Beirut, Asharq Al-Awsat—Syrian rebel groups have expressed dismay at recent statements issued by Hamas leader Khaled Mishal in which he criticized the military and sectarian dimensions of the Syrian conflict, calling on the Palestinian group to stop interfering in Syria’s domestic affairs.
In a recent statement, Mishal urged the “groups fighting in Syria to direct their rifles towards Palestine,” announcing his “support of a peaceful solution in Syria that guarantees the freedom and dignity of people.”
“Peoples have the right to rise up for their rights, but this must be done through peaceful means,” Mishal said in reference to Syria’s armed rebels.

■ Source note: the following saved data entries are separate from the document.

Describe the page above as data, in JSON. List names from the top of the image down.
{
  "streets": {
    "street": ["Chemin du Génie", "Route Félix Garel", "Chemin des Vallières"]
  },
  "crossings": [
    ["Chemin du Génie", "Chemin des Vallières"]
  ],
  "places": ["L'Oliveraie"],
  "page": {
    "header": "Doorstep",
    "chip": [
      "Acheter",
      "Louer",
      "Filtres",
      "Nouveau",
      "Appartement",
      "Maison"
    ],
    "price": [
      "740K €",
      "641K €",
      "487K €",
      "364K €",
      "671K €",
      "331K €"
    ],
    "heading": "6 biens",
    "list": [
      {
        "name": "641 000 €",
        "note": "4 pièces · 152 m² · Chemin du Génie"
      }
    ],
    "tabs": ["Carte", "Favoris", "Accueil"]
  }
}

However the Hamas leader affirmed that he “opposes sectarian violence, regardless of its source.”
Mishal’s remarks prompted the Army of Islam, one of the most active rebel groups in Rif Dimashq, to strongly criticize the Palestinian leader, accusing him of “having links with Iran.”

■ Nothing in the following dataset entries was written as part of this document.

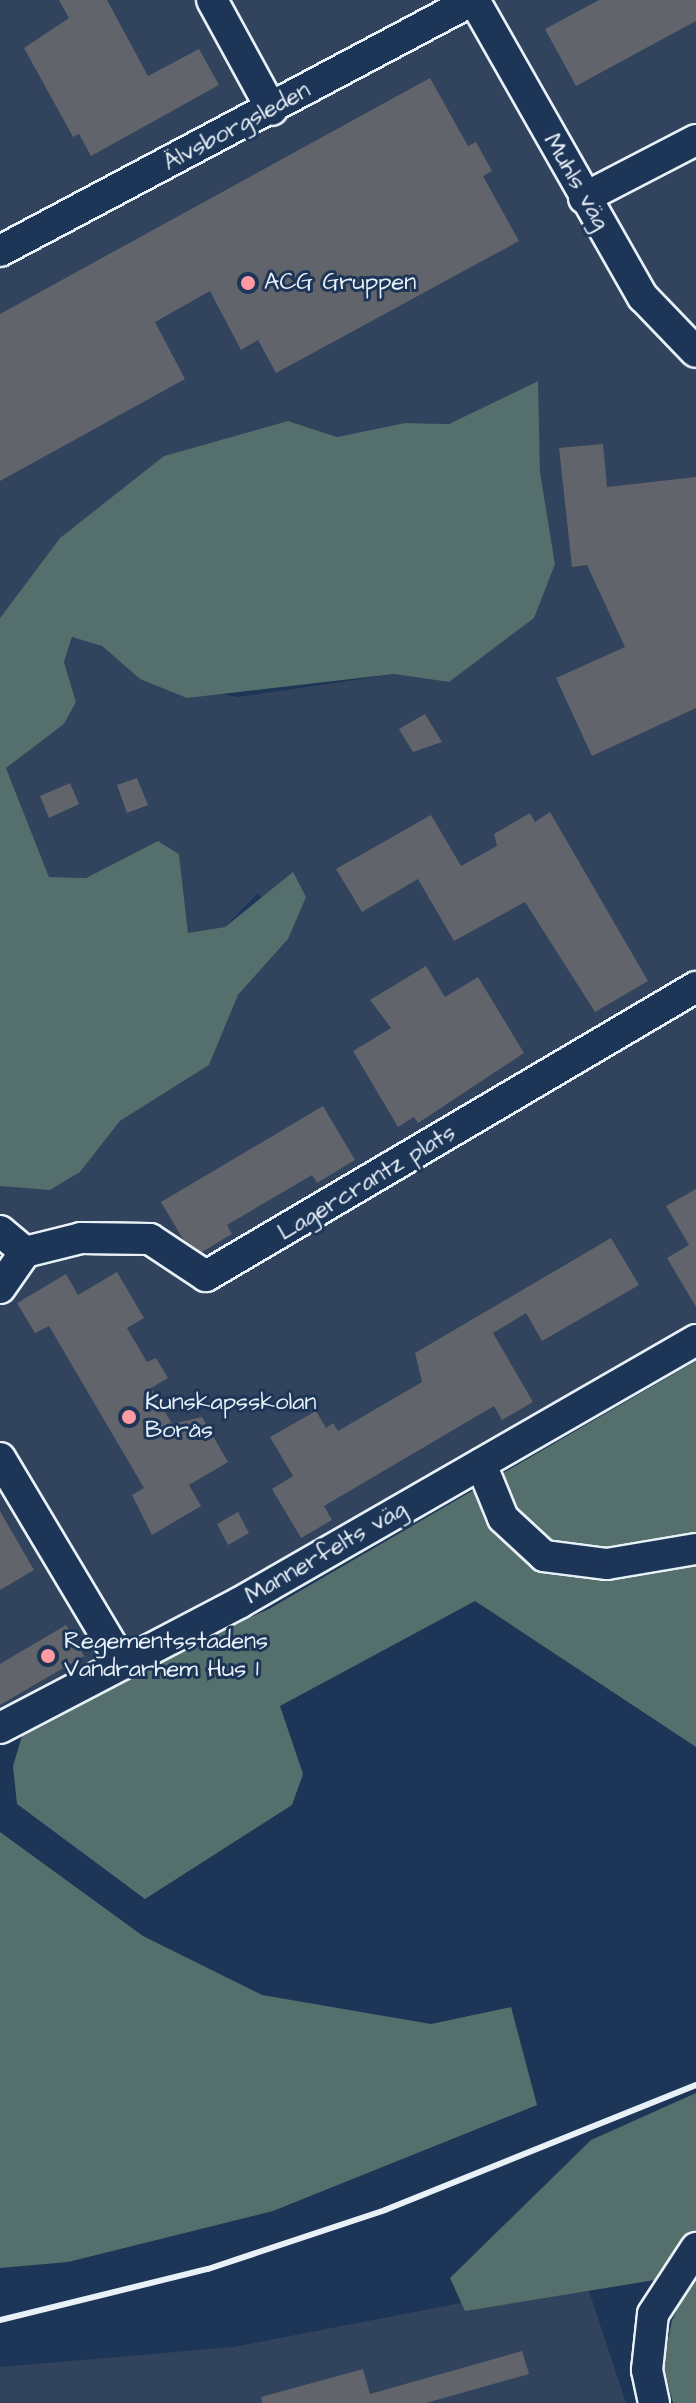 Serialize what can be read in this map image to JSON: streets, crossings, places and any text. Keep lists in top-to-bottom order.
{
  "streets": {
    "street": [
      "Älvsborgsleden",
      "Muhls väg",
      "Lagercrantz plats",
      "Mannerfelts väg"
    ]
  },
  "crossings": [
    ["Älvsborgsleden", "Muhls väg"]
  ],
  "places": ["ACG Gruppen", "Kunskapsskolan Borås", "Regementsstadens Vandrarhem Hus 1"]
}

Last week, the political bureau of the Army of Islam’s general command said that it is “more keen than Mishal and his ilk to restore Al-Aqsa Mosque.”

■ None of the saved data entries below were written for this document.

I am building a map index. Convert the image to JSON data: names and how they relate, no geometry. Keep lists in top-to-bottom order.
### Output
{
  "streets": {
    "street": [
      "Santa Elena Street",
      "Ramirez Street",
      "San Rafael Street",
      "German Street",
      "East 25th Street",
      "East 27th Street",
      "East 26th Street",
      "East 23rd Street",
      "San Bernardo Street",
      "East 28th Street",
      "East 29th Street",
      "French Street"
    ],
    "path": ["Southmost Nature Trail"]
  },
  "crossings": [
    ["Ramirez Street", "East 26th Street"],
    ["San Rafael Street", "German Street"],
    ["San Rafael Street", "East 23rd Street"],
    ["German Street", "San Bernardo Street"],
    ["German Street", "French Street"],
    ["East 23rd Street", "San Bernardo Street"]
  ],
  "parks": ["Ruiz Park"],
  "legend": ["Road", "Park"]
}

The statement added: “He who performs jihad out of his office should not offer advice to those in the trenches.”
Although a large number of the Syrian opposition hail from the Muslim Brotherhood—Hamas’s mother organization—a number of senior figures did not hesitate to criticize Mishal and his recent comments.
Speaking exclusively to Asharq Al-Awsat, Brotherhood representative to the Syrian National Council Mulham Al-Droubi said that Hamas’s “fluctuating attitude towards the Syrian Cause is a natural result of the international, regional, and Arab circumstances the Palestinians are going through.”
He added that the fluctuating political situation in the Arab world prompts the Palestinian group to constantly shift its allegiances.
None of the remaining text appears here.